Yep, and test sets were only sold to ASC's when they have been factory trained, that's when I bought both of these. However, I've seen several change hands over the years. I'd like another set of cables for my PS/2 one, MTH was going to sell those, but it never happened.


----------



## Zachmodeltrains (10 mo ago)

CO-Mike said:


> I have a MTH O Steam Engine PS2 (3v) I might have killed. Currently I have no sound, and the engine will continue to accelerate uncontrolably when you scroll the speed control to 1 scale mph. I can stop the engine by simply scrolling back down to 0. Lighting, coupler, and smoke operates as it should. Strange happenings when trying to retrieve odometer readings.

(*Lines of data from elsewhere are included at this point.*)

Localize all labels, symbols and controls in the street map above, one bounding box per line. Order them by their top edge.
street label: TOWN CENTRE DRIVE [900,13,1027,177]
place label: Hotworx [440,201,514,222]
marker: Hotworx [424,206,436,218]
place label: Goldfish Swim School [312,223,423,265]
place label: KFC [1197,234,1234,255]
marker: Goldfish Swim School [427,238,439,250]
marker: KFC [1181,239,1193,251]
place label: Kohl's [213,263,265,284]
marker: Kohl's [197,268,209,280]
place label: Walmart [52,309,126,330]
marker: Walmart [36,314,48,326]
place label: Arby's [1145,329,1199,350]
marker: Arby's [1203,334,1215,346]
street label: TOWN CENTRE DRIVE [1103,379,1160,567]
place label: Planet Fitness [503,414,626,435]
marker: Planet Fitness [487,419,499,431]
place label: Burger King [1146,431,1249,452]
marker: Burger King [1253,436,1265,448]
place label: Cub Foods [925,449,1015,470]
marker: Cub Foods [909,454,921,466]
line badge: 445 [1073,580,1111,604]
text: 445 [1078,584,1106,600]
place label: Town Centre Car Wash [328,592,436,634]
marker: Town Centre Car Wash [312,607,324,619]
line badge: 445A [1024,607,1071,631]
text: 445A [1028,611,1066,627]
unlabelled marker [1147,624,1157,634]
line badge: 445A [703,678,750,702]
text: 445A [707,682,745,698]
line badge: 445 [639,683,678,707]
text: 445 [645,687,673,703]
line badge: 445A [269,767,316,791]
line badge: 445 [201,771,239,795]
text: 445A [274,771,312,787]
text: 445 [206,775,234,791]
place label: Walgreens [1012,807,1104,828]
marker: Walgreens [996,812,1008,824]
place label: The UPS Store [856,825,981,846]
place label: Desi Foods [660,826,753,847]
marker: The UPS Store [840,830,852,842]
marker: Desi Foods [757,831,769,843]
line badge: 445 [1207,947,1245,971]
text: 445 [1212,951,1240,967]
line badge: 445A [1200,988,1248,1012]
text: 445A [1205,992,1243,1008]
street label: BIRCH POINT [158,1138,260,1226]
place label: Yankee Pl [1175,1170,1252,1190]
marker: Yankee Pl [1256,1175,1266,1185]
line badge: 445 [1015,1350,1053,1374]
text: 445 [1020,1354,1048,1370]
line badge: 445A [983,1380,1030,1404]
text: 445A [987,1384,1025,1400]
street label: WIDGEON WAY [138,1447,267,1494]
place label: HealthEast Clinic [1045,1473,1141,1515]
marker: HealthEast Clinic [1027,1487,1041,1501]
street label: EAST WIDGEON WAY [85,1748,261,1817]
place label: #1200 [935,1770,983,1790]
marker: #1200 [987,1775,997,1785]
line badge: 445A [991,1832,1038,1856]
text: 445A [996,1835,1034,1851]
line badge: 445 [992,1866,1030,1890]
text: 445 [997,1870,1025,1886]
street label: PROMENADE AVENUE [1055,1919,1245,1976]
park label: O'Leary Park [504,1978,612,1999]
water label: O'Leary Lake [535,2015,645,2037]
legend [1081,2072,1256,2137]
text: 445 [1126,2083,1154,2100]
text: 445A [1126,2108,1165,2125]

Will skip between actual reading and 0. Not sure if anyone has experienced anything like this or has any repair advice (other than good luck on trying to buy a replacement control board...)
> 
> Background and the woes of my ways... So I dove head first into an upgrade from a previous post, adding a 3rd center rail pickup to a 2-8-0 engine that could not make it through a large turnout (2 tender pickups only 3 1/2" apart). I had previously built my own battery component replacement with the guidence of a particularly knowledgeable member (GunrunnerJohn), but I used a 2 pin connector that was somewhat generic and was not really a "directional plug". (Relevent in a moment) Upon completing the 3rd pickup installation with an in line PPTC fuse, I tested all connections to make sure there was no posibility of a short. Last step, re-connect the super capacitor pack and test it out. Carelessly I had reversed polarity on the super capacitor pack (wires hidden beneath factory zip tie - yes dumb move not checking closely). As soon as I put power to the track I noticed some strange feedback in the speaker and quickly turned everything off. Imediately found the reversed super cap pack, fliped the plug and attempted to power the engine up again. Not this go-round...
> 
> ...


I’m having the same problem I have a mth dash-9 diesel ho scale and It will have sounds at first then I run it then the sounds stop then I turn off my digitrax remote turn it back on the some sounds come on then it stops


----------



## Hamilton (9 mo ago)

gunrunnerjohn said:


> Yep, and test sets were only sold to ASC's when they have been factory trained, that's when I bought both of these. However, I've seen several change hands over the years. I'd like another set of cables for my PS/2 one, MTH was going to sell those, but it never happened.



Hello, John

This is Hamilton, I am a o gauge modeller from China. 
(Sorry for my poor English, you may find lots grammar mistakes in my words, I’ve been graduate from school for over 10 years.)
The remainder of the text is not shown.